### [Given information]

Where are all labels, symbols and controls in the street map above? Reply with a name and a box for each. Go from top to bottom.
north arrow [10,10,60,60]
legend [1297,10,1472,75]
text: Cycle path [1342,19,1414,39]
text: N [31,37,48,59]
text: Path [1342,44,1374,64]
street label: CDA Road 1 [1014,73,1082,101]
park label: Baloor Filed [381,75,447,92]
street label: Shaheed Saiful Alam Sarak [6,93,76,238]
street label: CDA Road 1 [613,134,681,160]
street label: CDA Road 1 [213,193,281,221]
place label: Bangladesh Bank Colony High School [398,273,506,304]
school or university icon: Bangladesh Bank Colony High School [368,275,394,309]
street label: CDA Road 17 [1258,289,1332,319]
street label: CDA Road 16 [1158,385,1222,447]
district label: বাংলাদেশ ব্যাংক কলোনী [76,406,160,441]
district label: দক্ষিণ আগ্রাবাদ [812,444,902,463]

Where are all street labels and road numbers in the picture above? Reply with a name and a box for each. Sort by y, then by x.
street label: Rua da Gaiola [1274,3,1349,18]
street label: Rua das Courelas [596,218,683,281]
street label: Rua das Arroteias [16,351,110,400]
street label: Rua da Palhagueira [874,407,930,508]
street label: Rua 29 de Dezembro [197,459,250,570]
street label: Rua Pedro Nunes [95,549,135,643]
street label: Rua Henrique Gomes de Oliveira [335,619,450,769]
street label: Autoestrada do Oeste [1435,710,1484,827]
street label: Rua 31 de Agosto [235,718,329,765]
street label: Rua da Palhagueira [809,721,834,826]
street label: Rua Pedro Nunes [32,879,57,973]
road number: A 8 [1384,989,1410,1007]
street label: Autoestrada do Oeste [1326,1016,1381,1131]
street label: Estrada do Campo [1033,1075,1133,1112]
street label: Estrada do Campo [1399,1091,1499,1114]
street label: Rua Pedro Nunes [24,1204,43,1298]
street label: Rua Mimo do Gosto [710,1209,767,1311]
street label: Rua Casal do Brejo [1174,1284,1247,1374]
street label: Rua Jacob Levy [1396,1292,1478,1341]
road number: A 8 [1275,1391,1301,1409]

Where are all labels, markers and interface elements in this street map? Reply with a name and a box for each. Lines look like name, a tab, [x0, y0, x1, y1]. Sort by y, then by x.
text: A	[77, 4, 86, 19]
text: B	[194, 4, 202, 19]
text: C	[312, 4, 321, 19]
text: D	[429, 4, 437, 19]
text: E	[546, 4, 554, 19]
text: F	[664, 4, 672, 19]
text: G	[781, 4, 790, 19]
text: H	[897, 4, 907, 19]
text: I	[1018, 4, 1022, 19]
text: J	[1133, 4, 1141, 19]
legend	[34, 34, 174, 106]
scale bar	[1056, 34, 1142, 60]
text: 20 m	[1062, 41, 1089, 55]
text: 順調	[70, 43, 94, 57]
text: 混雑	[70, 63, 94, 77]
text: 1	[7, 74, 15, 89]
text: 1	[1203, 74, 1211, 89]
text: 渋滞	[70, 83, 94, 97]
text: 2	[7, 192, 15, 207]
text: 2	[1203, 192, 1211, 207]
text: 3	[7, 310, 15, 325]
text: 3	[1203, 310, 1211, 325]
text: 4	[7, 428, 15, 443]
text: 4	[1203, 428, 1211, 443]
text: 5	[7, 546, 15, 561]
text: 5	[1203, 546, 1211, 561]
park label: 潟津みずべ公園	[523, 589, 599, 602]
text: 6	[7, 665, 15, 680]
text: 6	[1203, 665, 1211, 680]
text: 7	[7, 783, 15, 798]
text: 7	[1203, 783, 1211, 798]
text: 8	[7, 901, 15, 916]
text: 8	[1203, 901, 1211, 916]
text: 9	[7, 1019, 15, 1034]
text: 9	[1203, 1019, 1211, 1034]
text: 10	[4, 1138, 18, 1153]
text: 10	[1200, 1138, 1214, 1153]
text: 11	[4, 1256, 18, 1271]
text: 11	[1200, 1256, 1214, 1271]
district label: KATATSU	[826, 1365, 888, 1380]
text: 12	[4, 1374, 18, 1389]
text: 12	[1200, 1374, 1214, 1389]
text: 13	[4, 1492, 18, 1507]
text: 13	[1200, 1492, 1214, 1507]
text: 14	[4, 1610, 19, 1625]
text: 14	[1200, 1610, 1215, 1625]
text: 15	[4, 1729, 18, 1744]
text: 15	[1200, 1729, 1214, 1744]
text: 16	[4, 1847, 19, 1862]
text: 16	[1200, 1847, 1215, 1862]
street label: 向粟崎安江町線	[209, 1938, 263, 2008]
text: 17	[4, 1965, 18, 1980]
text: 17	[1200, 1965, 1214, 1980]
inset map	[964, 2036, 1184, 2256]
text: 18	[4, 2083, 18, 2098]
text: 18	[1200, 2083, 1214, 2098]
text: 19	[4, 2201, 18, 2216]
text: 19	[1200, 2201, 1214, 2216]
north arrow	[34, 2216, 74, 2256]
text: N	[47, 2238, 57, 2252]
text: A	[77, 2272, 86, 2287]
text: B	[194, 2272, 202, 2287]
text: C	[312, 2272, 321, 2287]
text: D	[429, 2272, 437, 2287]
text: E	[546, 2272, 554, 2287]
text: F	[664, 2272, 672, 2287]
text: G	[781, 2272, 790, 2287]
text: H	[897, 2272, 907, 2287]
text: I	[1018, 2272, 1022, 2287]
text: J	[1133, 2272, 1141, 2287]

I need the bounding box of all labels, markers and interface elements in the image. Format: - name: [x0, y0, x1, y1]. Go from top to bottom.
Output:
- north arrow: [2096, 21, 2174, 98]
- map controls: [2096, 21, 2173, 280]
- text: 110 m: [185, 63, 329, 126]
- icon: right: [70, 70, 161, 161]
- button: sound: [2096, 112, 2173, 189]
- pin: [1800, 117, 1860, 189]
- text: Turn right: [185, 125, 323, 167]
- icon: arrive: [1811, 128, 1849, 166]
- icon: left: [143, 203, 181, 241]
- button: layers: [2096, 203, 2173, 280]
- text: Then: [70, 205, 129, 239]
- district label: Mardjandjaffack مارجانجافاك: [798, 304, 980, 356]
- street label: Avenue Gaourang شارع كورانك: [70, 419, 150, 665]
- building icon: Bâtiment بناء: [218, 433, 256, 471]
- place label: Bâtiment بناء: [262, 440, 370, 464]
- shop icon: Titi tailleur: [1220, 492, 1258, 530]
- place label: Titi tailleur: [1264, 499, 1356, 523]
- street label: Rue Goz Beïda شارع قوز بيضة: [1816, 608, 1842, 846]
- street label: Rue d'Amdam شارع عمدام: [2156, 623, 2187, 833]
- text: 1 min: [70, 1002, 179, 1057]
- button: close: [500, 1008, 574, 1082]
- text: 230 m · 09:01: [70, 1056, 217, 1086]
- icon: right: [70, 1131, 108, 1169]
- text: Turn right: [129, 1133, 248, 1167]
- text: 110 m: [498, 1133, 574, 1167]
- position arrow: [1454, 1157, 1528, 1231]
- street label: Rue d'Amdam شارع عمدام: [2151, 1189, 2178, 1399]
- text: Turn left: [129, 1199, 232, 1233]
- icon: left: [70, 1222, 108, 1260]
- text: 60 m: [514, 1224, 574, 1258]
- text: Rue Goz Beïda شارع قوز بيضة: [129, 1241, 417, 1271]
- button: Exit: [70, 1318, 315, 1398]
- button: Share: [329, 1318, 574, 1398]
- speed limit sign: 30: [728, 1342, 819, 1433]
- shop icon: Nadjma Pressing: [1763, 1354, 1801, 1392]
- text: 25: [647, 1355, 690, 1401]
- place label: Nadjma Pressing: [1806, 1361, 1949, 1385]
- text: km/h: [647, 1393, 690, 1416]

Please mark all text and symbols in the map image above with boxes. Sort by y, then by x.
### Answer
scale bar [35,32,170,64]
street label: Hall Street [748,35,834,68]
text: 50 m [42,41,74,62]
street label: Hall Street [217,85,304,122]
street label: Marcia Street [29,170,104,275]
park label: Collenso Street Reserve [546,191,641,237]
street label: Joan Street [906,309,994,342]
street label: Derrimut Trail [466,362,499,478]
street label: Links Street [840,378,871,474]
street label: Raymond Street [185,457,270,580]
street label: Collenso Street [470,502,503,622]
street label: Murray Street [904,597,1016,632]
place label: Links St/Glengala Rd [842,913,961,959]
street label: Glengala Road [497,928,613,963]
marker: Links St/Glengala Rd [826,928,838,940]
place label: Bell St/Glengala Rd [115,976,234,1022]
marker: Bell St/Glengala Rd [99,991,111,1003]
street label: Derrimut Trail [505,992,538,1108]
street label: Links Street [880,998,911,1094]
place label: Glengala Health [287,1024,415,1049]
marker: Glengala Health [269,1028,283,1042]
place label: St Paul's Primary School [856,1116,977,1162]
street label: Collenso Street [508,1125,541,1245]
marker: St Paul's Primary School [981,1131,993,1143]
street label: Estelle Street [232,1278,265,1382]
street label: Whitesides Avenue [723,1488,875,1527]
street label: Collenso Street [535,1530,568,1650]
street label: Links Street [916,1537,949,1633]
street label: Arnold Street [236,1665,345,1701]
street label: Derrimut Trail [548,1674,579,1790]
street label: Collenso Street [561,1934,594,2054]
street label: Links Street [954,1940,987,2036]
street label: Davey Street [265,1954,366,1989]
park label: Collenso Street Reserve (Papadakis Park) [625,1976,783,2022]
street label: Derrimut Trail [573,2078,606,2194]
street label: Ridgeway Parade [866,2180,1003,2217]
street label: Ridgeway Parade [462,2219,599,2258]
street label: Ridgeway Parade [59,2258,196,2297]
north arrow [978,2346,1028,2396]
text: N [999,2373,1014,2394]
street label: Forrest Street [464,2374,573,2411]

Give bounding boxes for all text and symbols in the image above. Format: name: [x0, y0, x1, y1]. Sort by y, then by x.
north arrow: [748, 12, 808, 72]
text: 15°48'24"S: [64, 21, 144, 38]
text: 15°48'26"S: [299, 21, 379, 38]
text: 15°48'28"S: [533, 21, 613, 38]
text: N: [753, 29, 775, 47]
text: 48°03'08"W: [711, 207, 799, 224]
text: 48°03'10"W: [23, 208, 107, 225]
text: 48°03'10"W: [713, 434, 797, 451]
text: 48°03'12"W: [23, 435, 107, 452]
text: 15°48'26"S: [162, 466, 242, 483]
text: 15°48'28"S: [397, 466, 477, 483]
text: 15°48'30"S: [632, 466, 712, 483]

### [Assigned task]
Filter the records for lines containing the word "shop" and copy each one.

### [Answer to the exercise]
- shop icon: Titi tailleur: [1220, 492, 1258, 530]
- shop icon: Nadjma Pressing: [1763, 1354, 1801, 1392]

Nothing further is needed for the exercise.